**Given information**
┄┄┄┄┄┄┄┄┄┄

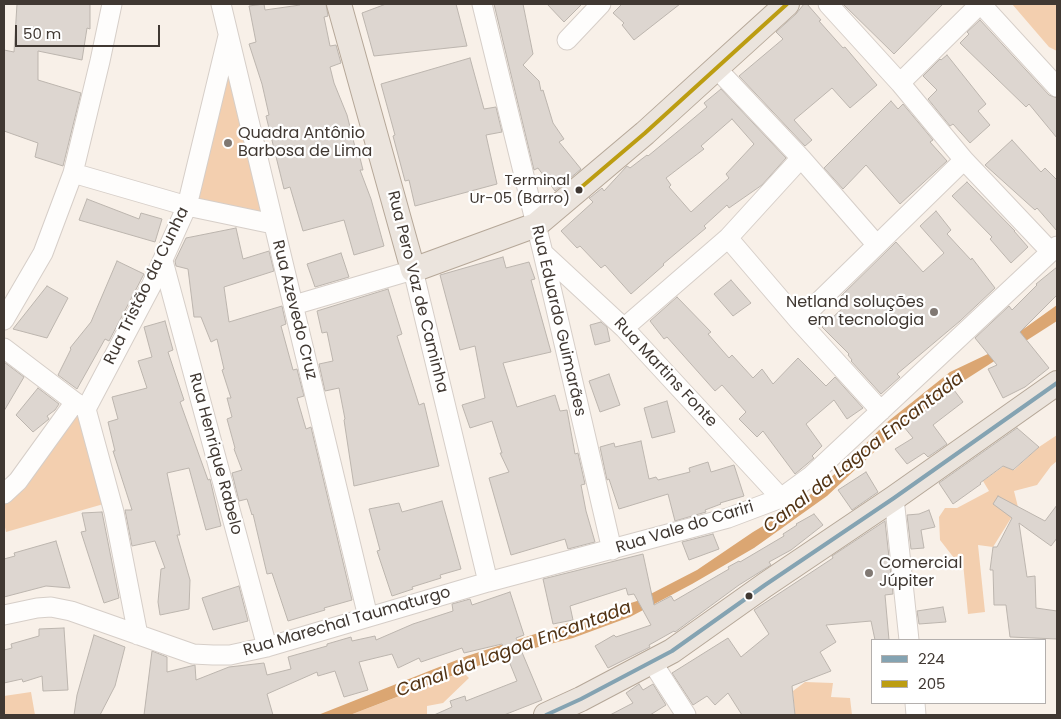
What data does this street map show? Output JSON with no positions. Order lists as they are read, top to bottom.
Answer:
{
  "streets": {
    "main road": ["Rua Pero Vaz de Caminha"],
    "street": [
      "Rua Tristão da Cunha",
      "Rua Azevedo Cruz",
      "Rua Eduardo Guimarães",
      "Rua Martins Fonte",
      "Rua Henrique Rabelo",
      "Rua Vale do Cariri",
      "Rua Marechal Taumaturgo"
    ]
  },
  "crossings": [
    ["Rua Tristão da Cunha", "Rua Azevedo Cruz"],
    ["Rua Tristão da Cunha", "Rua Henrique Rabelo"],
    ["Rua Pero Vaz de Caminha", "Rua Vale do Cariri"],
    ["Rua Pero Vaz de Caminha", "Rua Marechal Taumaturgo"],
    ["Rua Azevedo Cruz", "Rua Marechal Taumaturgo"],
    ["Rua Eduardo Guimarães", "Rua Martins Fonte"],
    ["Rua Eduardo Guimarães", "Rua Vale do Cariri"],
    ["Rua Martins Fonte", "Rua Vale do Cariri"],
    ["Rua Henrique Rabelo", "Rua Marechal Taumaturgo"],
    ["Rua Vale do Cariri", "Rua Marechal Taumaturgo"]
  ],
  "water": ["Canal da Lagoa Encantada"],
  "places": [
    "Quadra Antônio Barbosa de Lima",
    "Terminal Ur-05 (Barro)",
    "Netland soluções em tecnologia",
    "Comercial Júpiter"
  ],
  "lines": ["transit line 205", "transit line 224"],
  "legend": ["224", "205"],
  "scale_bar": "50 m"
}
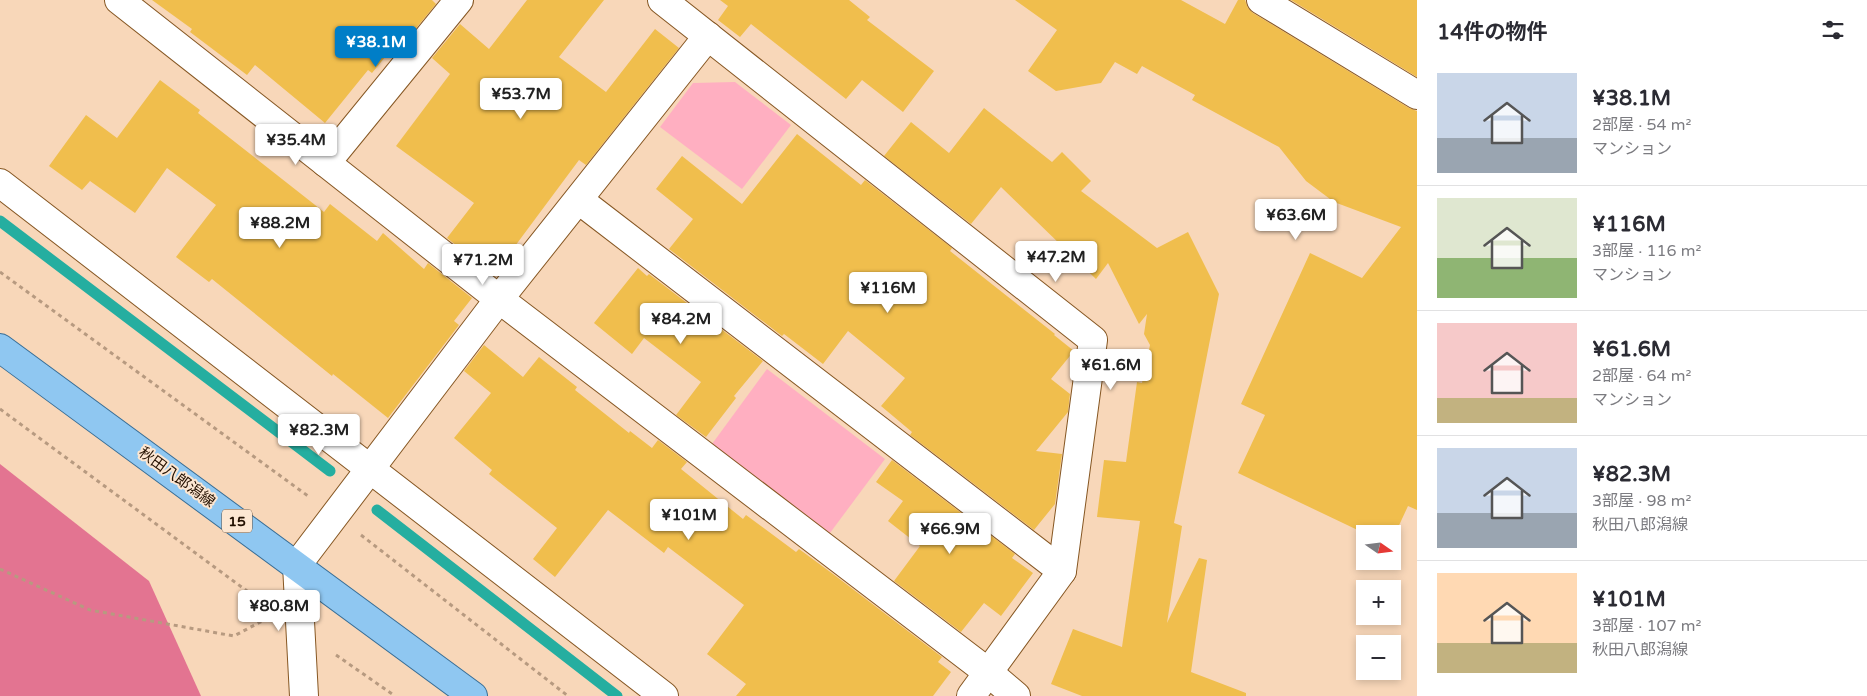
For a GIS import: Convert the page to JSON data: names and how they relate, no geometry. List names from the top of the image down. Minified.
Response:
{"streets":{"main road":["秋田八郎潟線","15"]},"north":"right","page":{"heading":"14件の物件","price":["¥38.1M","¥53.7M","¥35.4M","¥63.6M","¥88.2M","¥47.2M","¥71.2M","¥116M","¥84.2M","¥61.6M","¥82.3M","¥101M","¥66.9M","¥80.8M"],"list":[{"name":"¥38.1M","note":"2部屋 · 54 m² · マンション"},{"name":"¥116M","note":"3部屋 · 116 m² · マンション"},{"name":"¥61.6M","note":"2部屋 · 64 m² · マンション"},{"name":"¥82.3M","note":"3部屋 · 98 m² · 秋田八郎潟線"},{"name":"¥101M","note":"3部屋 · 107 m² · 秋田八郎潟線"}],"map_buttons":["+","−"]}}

┄┄┄┄┄┄┄┄┄┄

Please determine how many lines of the records above contain "Marechal", and state that number only.

**Problem solution**
5